### Problem description:
Transcribe nothing but the lines from the one with "Bounding boxes for" to the end of the entries, both included, keeping each exact and leaving every picture out.

(Stored data entries)
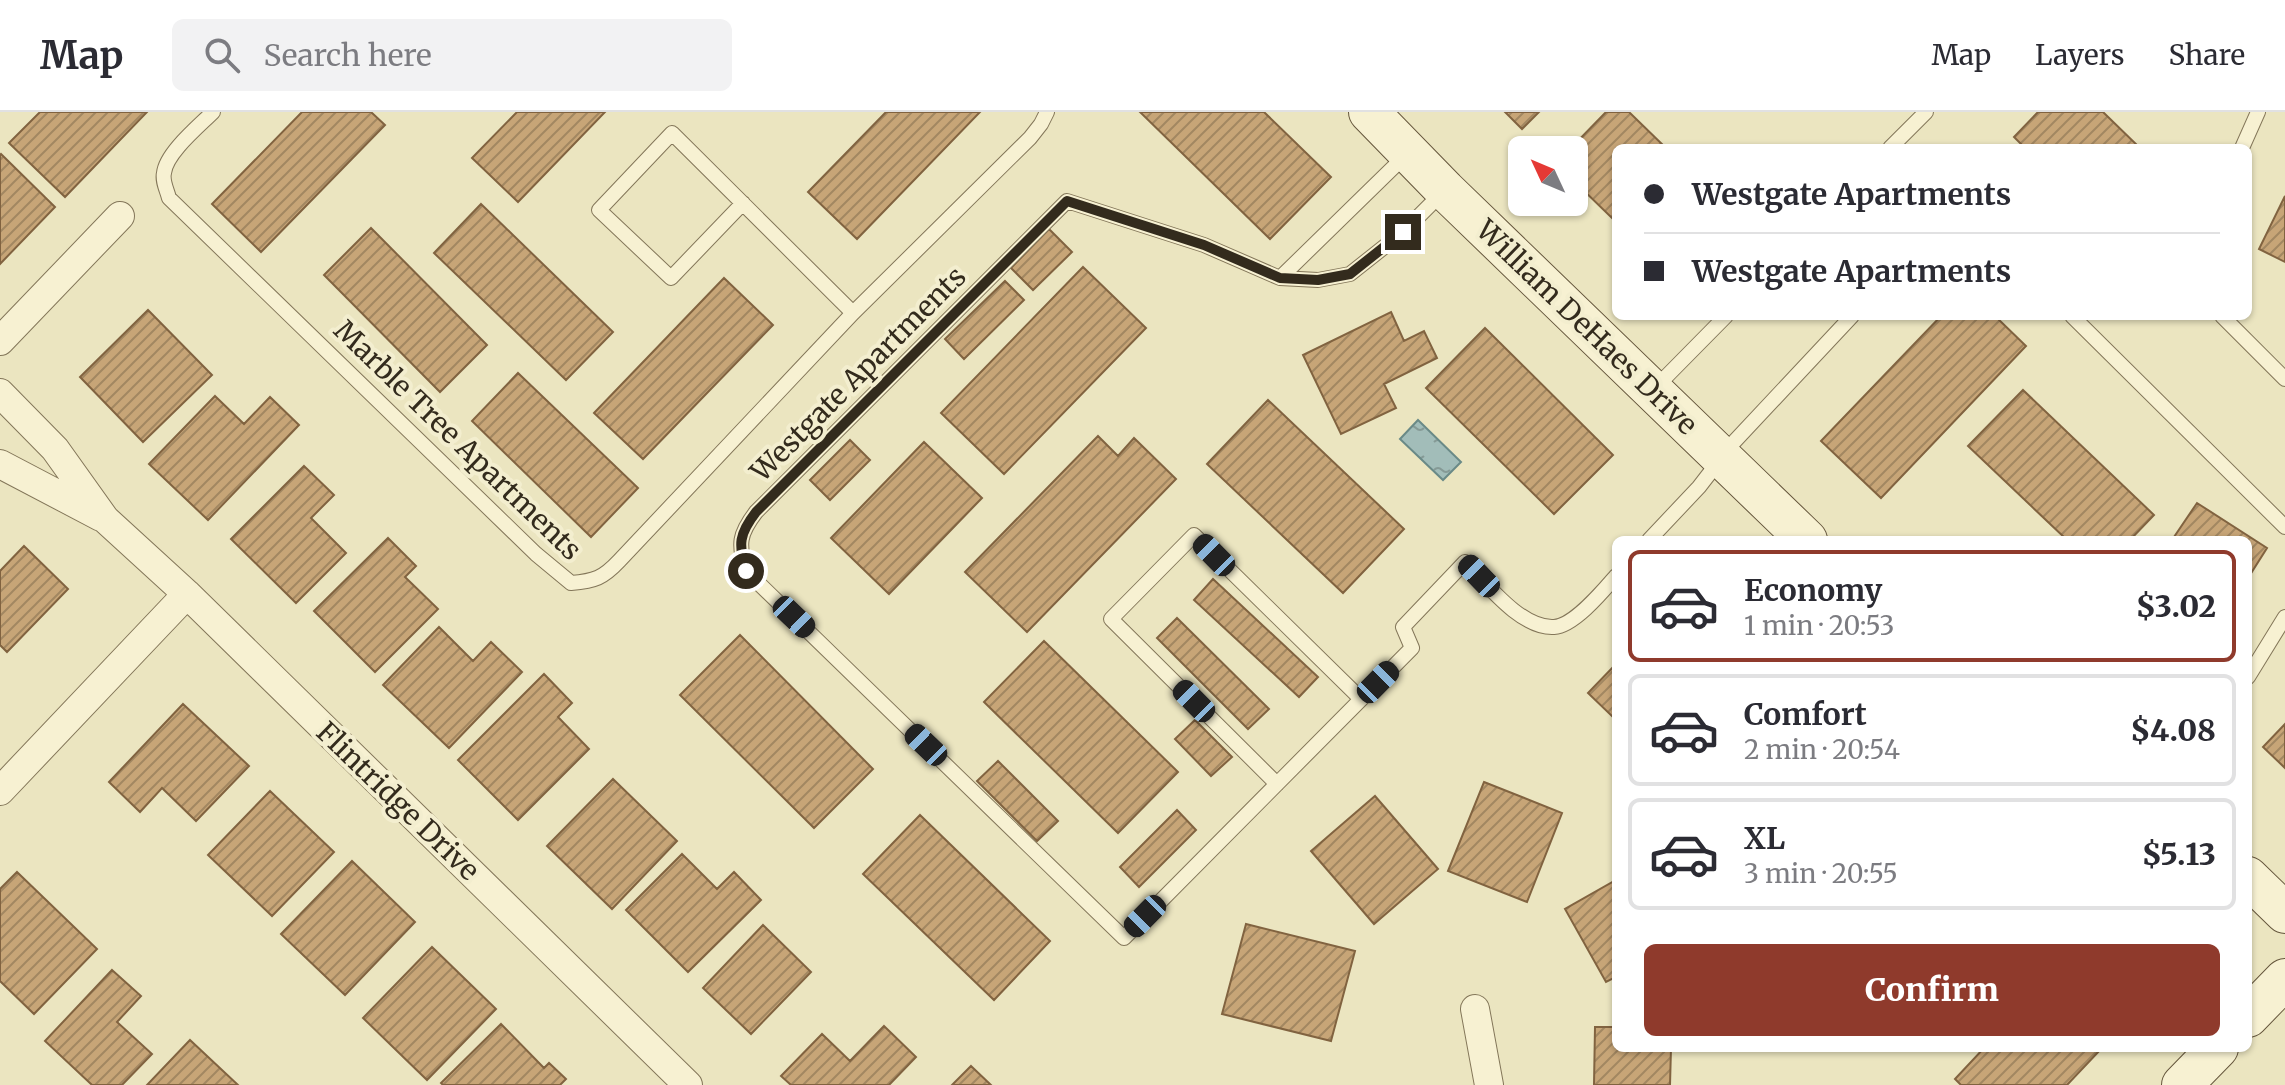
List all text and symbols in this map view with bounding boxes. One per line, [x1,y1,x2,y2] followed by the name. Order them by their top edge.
[172,19,732,91] search box
[40,32,124,79] text: Map
[200,33,244,77] icon: search
[264,36,432,74] text: Search here
[1931,37,1991,73] text: Map
[2035,37,2124,73] text: Layers
[2168,37,2245,73] text: Share
[1508,136,1588,216] north arrow
[1508,136,1588,216] map controls
[1692,175,2011,213] text: Westgate Apartments
[1468,211,1705,442] street label: William DeHaes Drive
[1385,214,1421,250] route end
[1692,252,2011,290] text: Westgate Apartments
[742,259,973,490] street label: Westgate Apartments
[327,312,589,568] street label: Marble Tree Apartments
[1189,530,1239,580] car
[1454,550,1504,602] car
[728,553,764,589] route start
[1648,570,1720,642] icon: car
[1744,571,1882,609] text: Economy
[2136,587,2216,625] text: $3.02
[768,592,820,642] car
[1744,609,1894,642] text: 1 min · 20:53
[1353,657,1403,707] car
[1169,676,1219,726] car
[1648,694,1720,766] icon: car
[1744,695,1867,733] text: Comfort
[2130,711,2216,749] text: $4.08
[309,714,487,888] street label: Flintridge Drive
[900,720,952,770] car
[1744,733,1900,766] text: 2 min · 20:54
[1648,818,1720,890] icon: car
[1744,819,1785,857] text: XL
[2142,835,2216,873] text: $5.13
[1744,857,1898,890] text: 3 min · 20:55
[1120,891,1170,941] car
[1644,944,2220,1036] button: Confirm

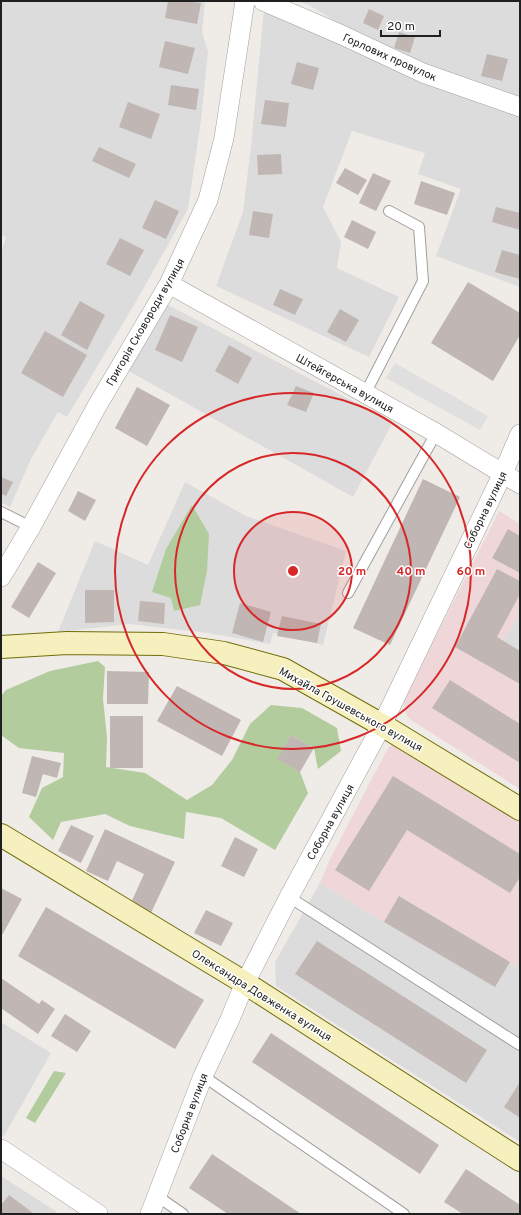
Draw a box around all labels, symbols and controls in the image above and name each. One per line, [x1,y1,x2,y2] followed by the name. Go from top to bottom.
[381,12,440,38] scale bar
[387,19,415,35] text: 20 m
[340,31,439,85] street label: Горлових провулок
[104,256,188,389] street label: Григорія Сковороди вулиця
[293,351,396,417] street label: Штейгерська вулиця
[461,469,511,552] street label: Соборна вулиця
[286,564,300,578] centre of rings
[338,564,366,580] text: 20 m
[396,564,426,580] text: 40 m
[457,564,485,580] text: 60 m
[276,664,425,755] street label: Михайла Грушевського вулиця
[304,782,358,863] street label: Соборна вулиця
[189,947,334,1045] street label: Олександра Довженка вулиця
[168,1071,212,1156] street label: Соборна вулиця

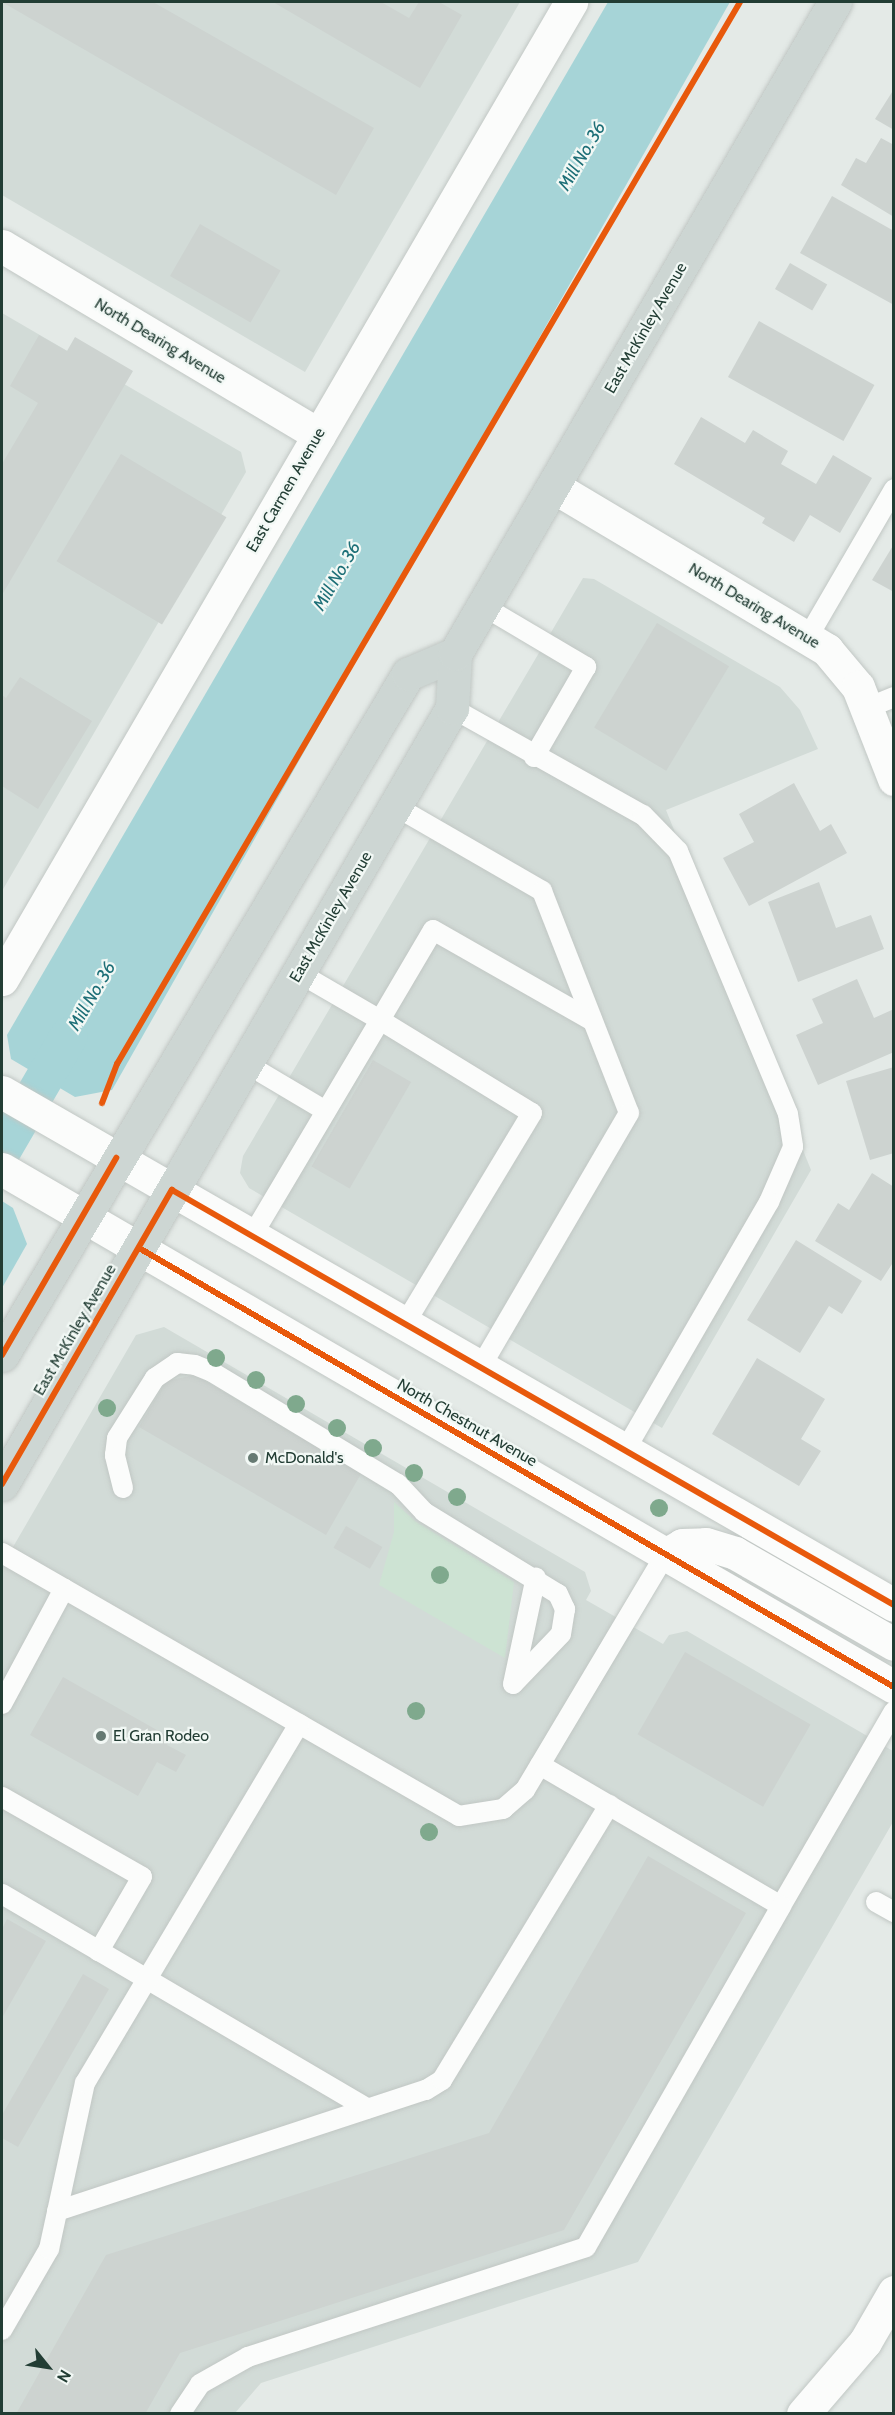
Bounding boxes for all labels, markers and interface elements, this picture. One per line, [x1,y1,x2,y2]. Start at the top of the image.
water label: Mill No. 36 [554,118,610,194]
street label: East McKinley Avenue [601,259,691,397]
street label: North Dearing Avenue [91,294,229,388]
street label: East Carmen Avenue [243,424,329,556]
water label: Mill No. 36 [309,538,365,614]
street label: North Dearing Avenue [685,559,823,653]
street label: East McKinley Avenue [286,848,376,986]
water label: Mill No. 36 [64,958,120,1034]
street label: East McKinley Avenue [30,1261,120,1399]
street label: North Chestnut Avenue [394,1375,540,1471]
place label: McDonald's [265,1448,344,1468]
marker: McDonald's [246,1451,260,1465]
place label: El Gran Rodeo [113,1726,209,1746]
marker: El Gran Rodeo [94,1729,108,1743]
north arrow [18,2337,78,2397]
text: N [53,2367,75,2386]

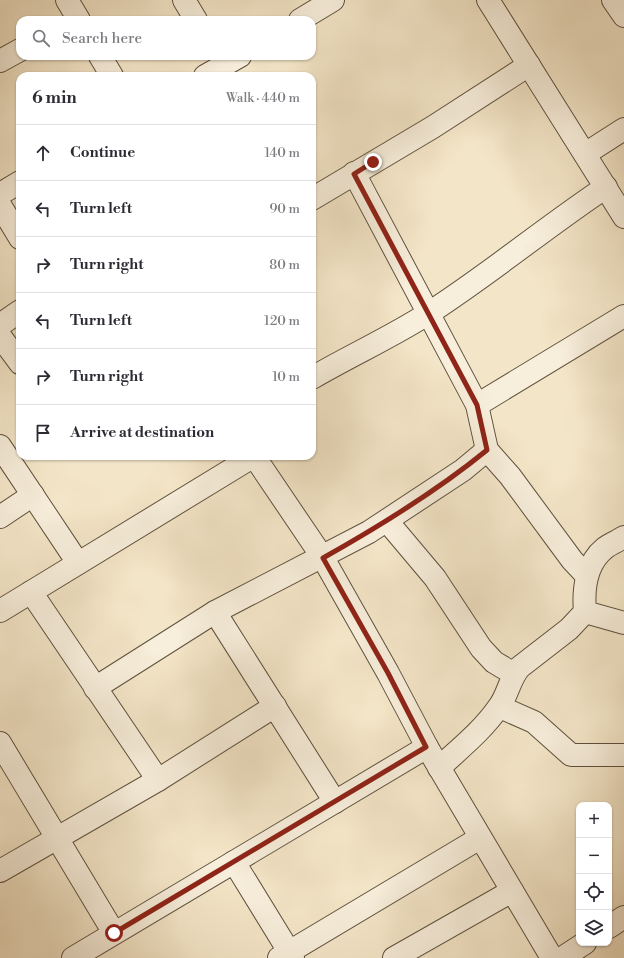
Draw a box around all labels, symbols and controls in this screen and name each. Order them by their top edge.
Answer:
search box [16,16,316,60]
icon: search [30,27,52,49]
text: Search here [62,29,142,48]
text: 6 min [32,87,77,109]
text: Walk · 440 m [226,90,300,106]
icon: ahead [32,142,54,164]
text: Continue [70,143,135,162]
text: 140 m [264,145,300,161]
route end [364,153,382,171]
icon: left [32,198,54,220]
text: Turn left [70,199,132,218]
text: 90 m [269,201,300,217]
icon: right [32,254,54,276]
text: Turn right [70,255,144,274]
text: 80 m [269,257,300,273]
icon: left [32,310,54,332]
text: Turn left [70,311,132,330]
text: 120 m [264,313,300,329]
icon: right [32,366,54,388]
text: Turn right [70,367,144,386]
text: 10 m [272,369,300,385]
icon: arrive [32,422,54,444]
text: Arrive at destination [70,423,214,442]
map controls [576,802,612,946]
button: + [576,802,612,838]
button: − [576,838,612,874]
button: locate [576,874,612,910]
button: layers [576,910,612,946]
route start [105,924,123,942]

### Task response:
Bounding boxes for all labels, markers and interface elements, this picture. One per line, [x1,y1,x2,y2]. Start at the top of the image.
water label: Mill No. 36 [554,118,610,194]
street label: East McKinley Avenue [601,259,691,397]
street label: North Dearing Avenue [91,294,229,388]
street label: East Carmen Avenue [243,424,329,556]
water label: Mill No. 36 [309,538,365,614]
street label: North Dearing Avenue [685,559,823,653]
street label: East McKinley Avenue [286,848,376,986]
water label: Mill No. 36 [64,958,120,1034]
street label: East McKinley Avenue [30,1261,120,1399]
street label: North Chestnut Avenue [394,1375,540,1471]
place label: McDonald's [265,1448,344,1468]
marker: McDonald's [246,1451,260,1465]
place label: El Gran Rodeo [113,1726,209,1746]
marker: El Gran Rodeo [94,1729,108,1743]
north arrow [18,2337,78,2397]
text: N [53,2367,75,2386]

Draw a box around all labels, symbols and controls in this screen and name each. Order them by their top edge.
Answer:
search box [16,16,316,60]
icon: search [30,27,52,49]
text: Search here [62,29,142,48]
text: 6 min [32,87,77,109]
text: Walk · 440 m [226,90,300,106]
icon: ahead [32,142,54,164]
text: Continue [70,143,135,162]
text: 140 m [264,145,300,161]
route end [364,153,382,171]
icon: left [32,198,54,220]
text: Turn left [70,199,132,218]
text: 90 m [269,201,300,217]
icon: right [32,254,54,276]
text: Turn right [70,255,144,274]
text: 80 m [269,257,300,273]
icon: left [32,310,54,332]
text: Turn left [70,311,132,330]
text: 120 m [264,313,300,329]
icon: right [32,366,54,388]
text: Turn right [70,367,144,386]
text: 10 m [272,369,300,385]
icon: arrive [32,422,54,444]
text: Arrive at destination [70,423,214,442]
map controls [576,802,612,946]
button: + [576,802,612,838]
button: − [576,838,612,874]
button: locate [576,874,612,910]
button: layers [576,910,612,946]
route start [105,924,123,942]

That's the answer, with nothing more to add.